Search This Blog

Thursday, February 7, 2013

Many plans to burn old tyres in South Africa



Roxy Louw in front of the made-in-South-Africa Sandero
signed with her logo.
Whaddya mean the pix is irrelevant to the story?
Its got a car with tyres, ainnit?
And Roxy surfs, which is environmental ... sort of.
Redisa warns it only wants plans that control pollutants
FOLLOWING the dismissal of a legal challenge by the retail motor industry against a levy that will fund the transport of old tyres to national recycling depots, The Witness asked the levy recipient about its plans.
Redisa, for the Recycling and Economic Development Initiative of South Africa, states on its website that it “is being approached on an almost daily basis with proposals for recycling plants” and confirmed that to date, it had received close to 300 proposals.
Redisa informed The Witness many of these plans aimed to burn tyres.
Redisa confirmed it had received several proposal toburn old tyres to make electricity or to fire kilns that make bricks and cement.
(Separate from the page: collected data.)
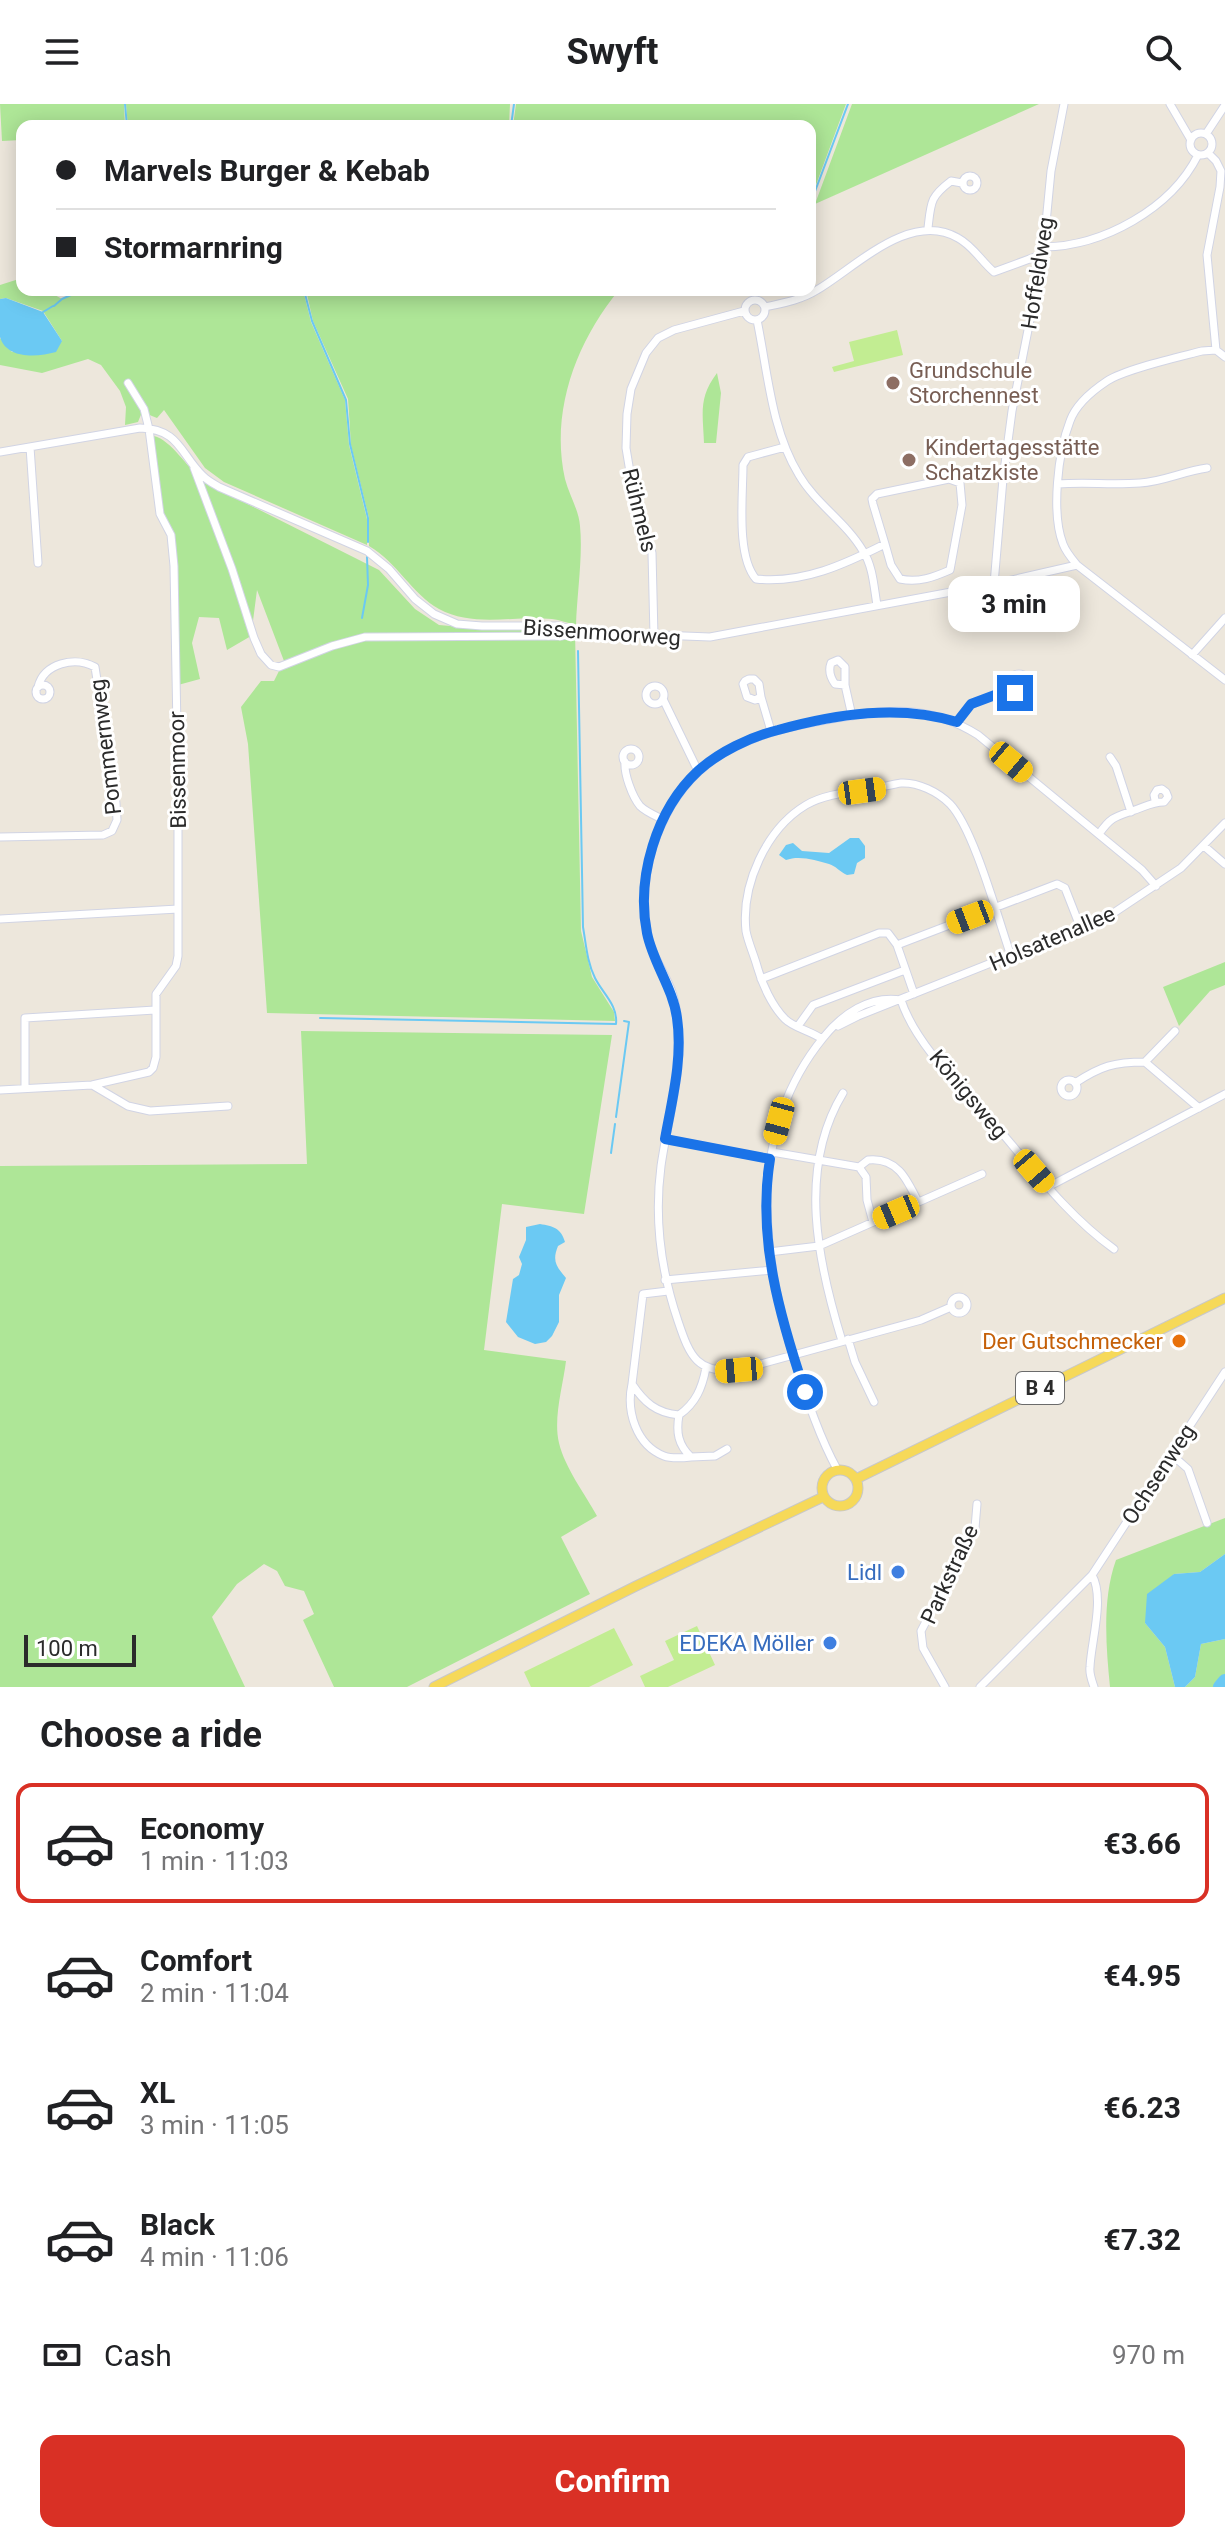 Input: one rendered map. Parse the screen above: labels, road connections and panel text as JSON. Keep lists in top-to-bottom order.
{
  "streets": {
    "main road": ["B 4"],
    "street": [
      "Hoffeldweg",
      "Rühmels",
      "Bissenmoorweg",
      "Pommernweg",
      "Bissenmoor",
      "Holsatenallee",
      "Königsweg",
      "Ochsenweg",
      "Parkstraße"
    ]
  },
  "crossings": [
    ["Hoffeldweg", "Bissenmoorweg"],
    ["Rühmels", "Bissenmoorweg"],
    ["Bissenmoorweg", "Bissenmoor"],
    ["Holsatenallee", "Königsweg"],
    ["Holsatenallee", "B 4"]
  ],
  "places": [
    "Grundschule Storchennest",
    "Kindertagesstätte Schatzkiste",
    "Der Gutschmecker",
    "Lidl",
    "EDEKA Möller"
  ],
  "scale_bar": "100 m",
  "page": {
    "header": "Swyft",
    "banner": ["Marvels Burger & Kebab", "Stormarnring"],
    "bubble": "3 min",
    "scale": "100 m",
    "heading": "Choose a ride",
    "list": [
      {
        "name": "Economy",
        "note": "1 min · 11:03",
        "value": "€3.66"
      },
      {
        "name": "Comfort",
        "note": "2 min · 11:04",
        "value": "€4.95"
      },
      {
        "name": "XL",
        "note": "3 min · 11:05",
        "value": "€6.23"
      },
      {
        "name": "Black",
        "note": "4 min · 11:06",
        "value": "€7.32"
      }
    ],
    "pay": ["Cash", "970 m"],
    "buttons": "Confirm"
  }
} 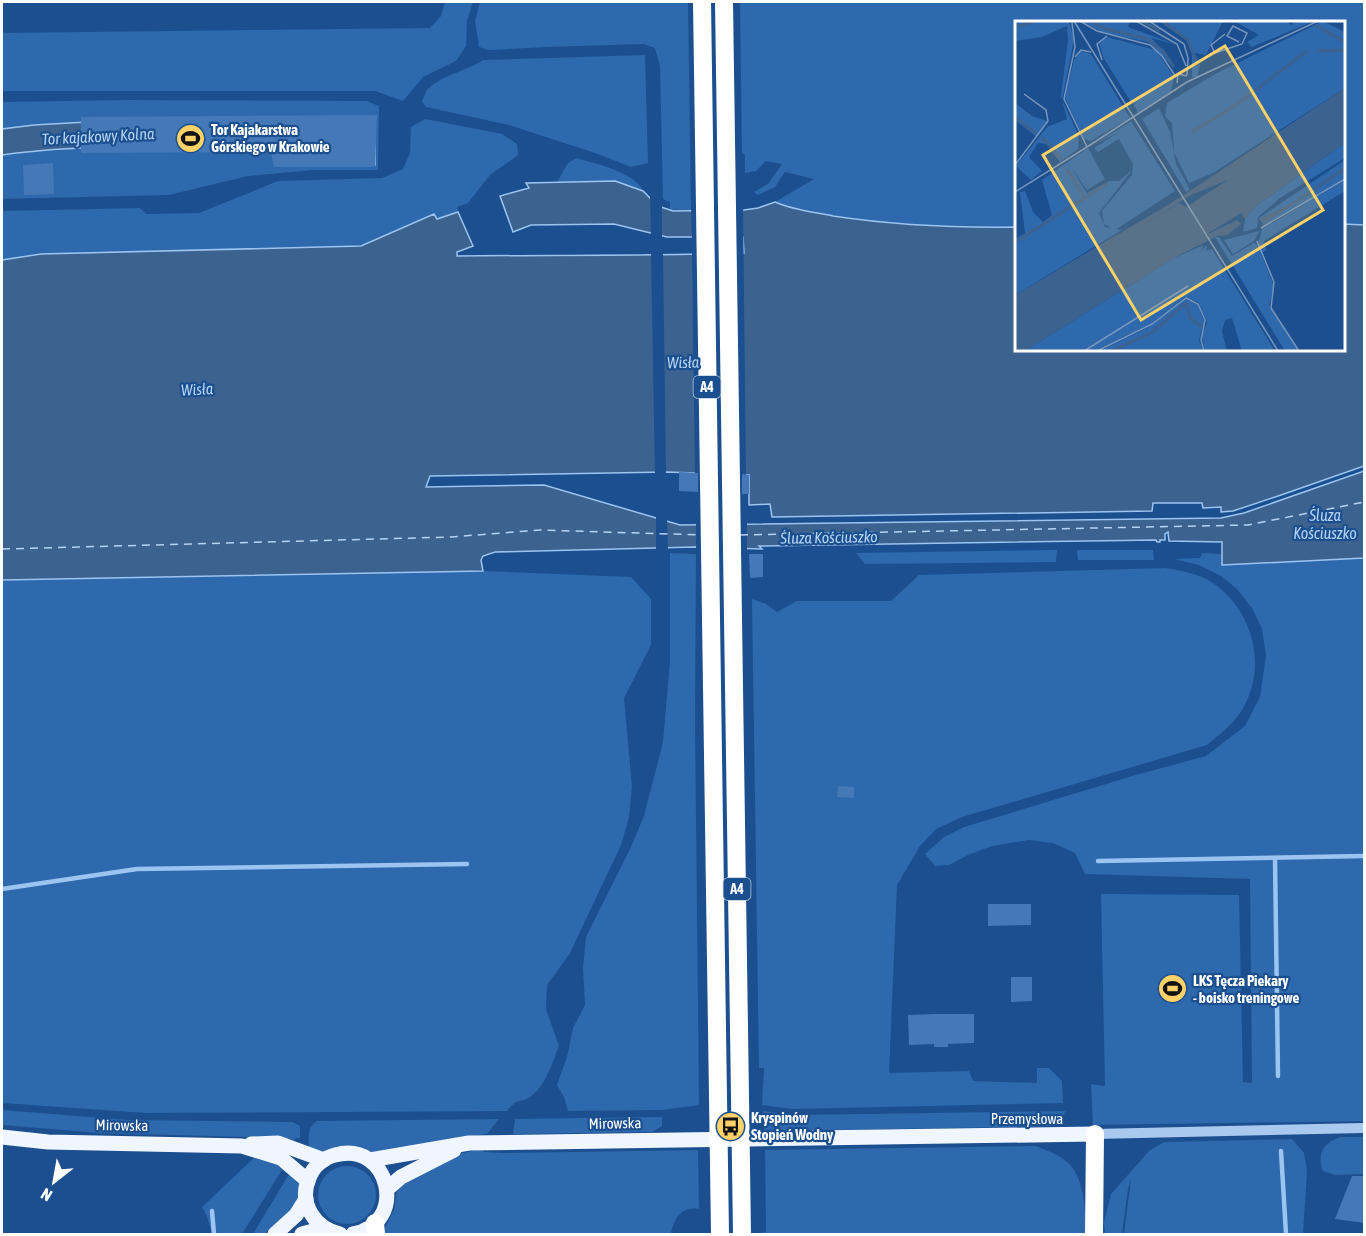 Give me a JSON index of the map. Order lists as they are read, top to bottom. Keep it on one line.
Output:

Tyres burn very well and the companies that have their bids approved will be assured of gratis fuel, delivered free to their doorstep.
Pietermaritzburg-based environmental group, groundWork, is against burning tyres. groundWork said supplying kilns with tyres would mean car owners are taxed to give a private industry free fuel, with little guarantee that the kilns would not spew pollutants in the air.
The Retail Motor Industry told The Witness the new tyre recycling levy will raise R624 million annually, before VAT, to fund Redisa’s gratis delivery to recyclers.
A few companies also aim to shred the passenger car tyres to produce rubber crumb, which can make rubber compound products, ranging from soles for running shoes to bitumen mixes used in roads.
Redisa however warns businesses on its website that crumbing proposals must show demand for their product, as South Africa historically has little need for tyre crumbs.
Redisa said it had not yet committed to any plans and is, instead, checking the submitted plans to ensure it will meet certification processes and pollutant controls, if approved.
The by-products and pollutants produced by recycling tyres are Redisa’s main concern. The initiative said recycling of tyres produces gases, zinc, mercury, dioxins and furanes, nitrous oxides, low-grade char and contaminated water, all of which will have to be stringently managed by recylers.
It explained that tyres are sourced from all over the world, and some tyres are made using aromatic hydrocarbons that are toxic if they are not destroyed in the recycling process. “The recycling processes, if not carefully managed, can produce a whole range of nasty components that you do not want released into the environment. If tyres are not burnt at a high enough temperature, for example, they can release toxic compounds into the atmosphere,” Redisa said.
As for green options that do not involve burning or energy-intensive shredding, Redisa said it has not received such plans, but some community-based programmes are interested in growing vegetables using stacked tyres as giant “flower pots”.
Redisa assured The Witness it would help develop novel proposals at its own cost.
It said it did not expect novel efforts “to account for significant volumes” in relation to the more than 300 000 tons that need to be processed per year.
• alwyn.viljoen@witness.co.za
ANYONE can send a plan to Redisa to get old tyres to recycle.
Redisa is, however, looking to re-use 300 000 tons of the old rubber each year, and will evaluate plans against a checklist to assess their environmental impact, job and business-creation capability, value of output products, sustainability, and input requirements, among other criteria.
Approved recyclers will receive a contract from Redisa to get waste tyres delivered free of charge for a specific period. Redisa already has proposals that require far more tyres than are available. The levy on new tyres will pay to transport waste tyres to approved recyclers long enough for them to recoup their establishment investment.